Keywords: ganglioside, lipid rafts, growth factors, multivalent oligosaccharide ligands, glycocalyx

1. Introduction

The word “glycocalyx” introduced by Martinex-Palomo [1] provided researchers with a descriptive term to refer to the carbohydrate-rich coating of the cell’s plasma membrane. Initially identified by Luft [2], it is comprised of glycoproteins, proteoglycans, glycosaminoglycans, and glycolipids. The glycocalyx plays a role in such functions as the maintenance of cell shape, provision of binding sites for molecules, cells, and pathogens, cell recognition, and metastasis. In relation to cancer, the composition of the glycocalyx can affect the way in which cells interact with their environment.
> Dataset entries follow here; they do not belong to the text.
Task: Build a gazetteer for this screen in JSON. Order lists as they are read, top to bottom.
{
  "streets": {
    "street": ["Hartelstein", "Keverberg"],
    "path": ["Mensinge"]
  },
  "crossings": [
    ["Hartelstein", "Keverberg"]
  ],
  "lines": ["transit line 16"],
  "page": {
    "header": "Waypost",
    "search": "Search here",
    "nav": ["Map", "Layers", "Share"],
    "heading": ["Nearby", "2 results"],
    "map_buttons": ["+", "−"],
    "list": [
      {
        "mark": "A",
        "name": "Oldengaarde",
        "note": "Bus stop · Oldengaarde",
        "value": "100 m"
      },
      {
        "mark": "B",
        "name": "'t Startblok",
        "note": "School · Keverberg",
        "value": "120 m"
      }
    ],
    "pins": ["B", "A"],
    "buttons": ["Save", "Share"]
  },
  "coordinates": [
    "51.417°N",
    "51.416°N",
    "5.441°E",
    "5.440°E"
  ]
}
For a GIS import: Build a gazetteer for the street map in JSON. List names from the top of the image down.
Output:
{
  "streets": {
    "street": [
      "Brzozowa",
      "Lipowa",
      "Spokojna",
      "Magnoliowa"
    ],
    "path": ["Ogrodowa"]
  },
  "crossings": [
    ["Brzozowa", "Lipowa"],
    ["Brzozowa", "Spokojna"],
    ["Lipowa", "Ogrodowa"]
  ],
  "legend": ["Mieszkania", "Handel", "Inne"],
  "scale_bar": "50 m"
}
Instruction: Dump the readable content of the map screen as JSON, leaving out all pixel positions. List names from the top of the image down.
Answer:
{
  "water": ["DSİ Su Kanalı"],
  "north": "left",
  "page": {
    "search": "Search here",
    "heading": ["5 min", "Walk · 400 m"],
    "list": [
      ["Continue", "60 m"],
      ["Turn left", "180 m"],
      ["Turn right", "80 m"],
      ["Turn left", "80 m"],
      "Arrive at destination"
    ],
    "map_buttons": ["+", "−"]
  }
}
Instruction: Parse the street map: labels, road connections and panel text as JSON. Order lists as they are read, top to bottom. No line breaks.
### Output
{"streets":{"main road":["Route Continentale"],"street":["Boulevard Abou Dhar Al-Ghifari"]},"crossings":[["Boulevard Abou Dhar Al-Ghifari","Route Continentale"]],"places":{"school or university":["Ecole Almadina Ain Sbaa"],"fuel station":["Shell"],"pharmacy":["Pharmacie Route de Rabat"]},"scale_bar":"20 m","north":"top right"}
Because of the wide variety that can exist in the glycan composition of the glycocalyx, this review will focus on the potential role(s) in cancer of just one class of its components, gangliosides, sialic acid-containing glycosphingolipids having the ganglio-series of sugars (Galβ1-3GalNAcβ1-4Galβ1-4Glcβ1-), or portion thereof, linked to ceramide. Based on their carbohydrate components, over 200 gangliosides have been identified [3] since their initial discovery by Thudichum [4]. In addition to differences in their sugar composition, gangliosides can also differ in their lipid component, ceramide [5], which can also affect cell behavior [6]. The findings that the carbohydrate portion of gangliosides can affect cell growth and metastasis, e.g., [7], angiogenesis [8,9], and function as cancer cell antigens, e.g., [10] coupled with our nascent understanding of their role(s) in these processes make them the focus of this review centered on their effect on cancer cell behavior. It is important to fully understand at the molecular level changes responsible for the presence of gangliosides on cancer cells that are not found to any extent on mature, healthy cells, as well as how they may affect cell behavior.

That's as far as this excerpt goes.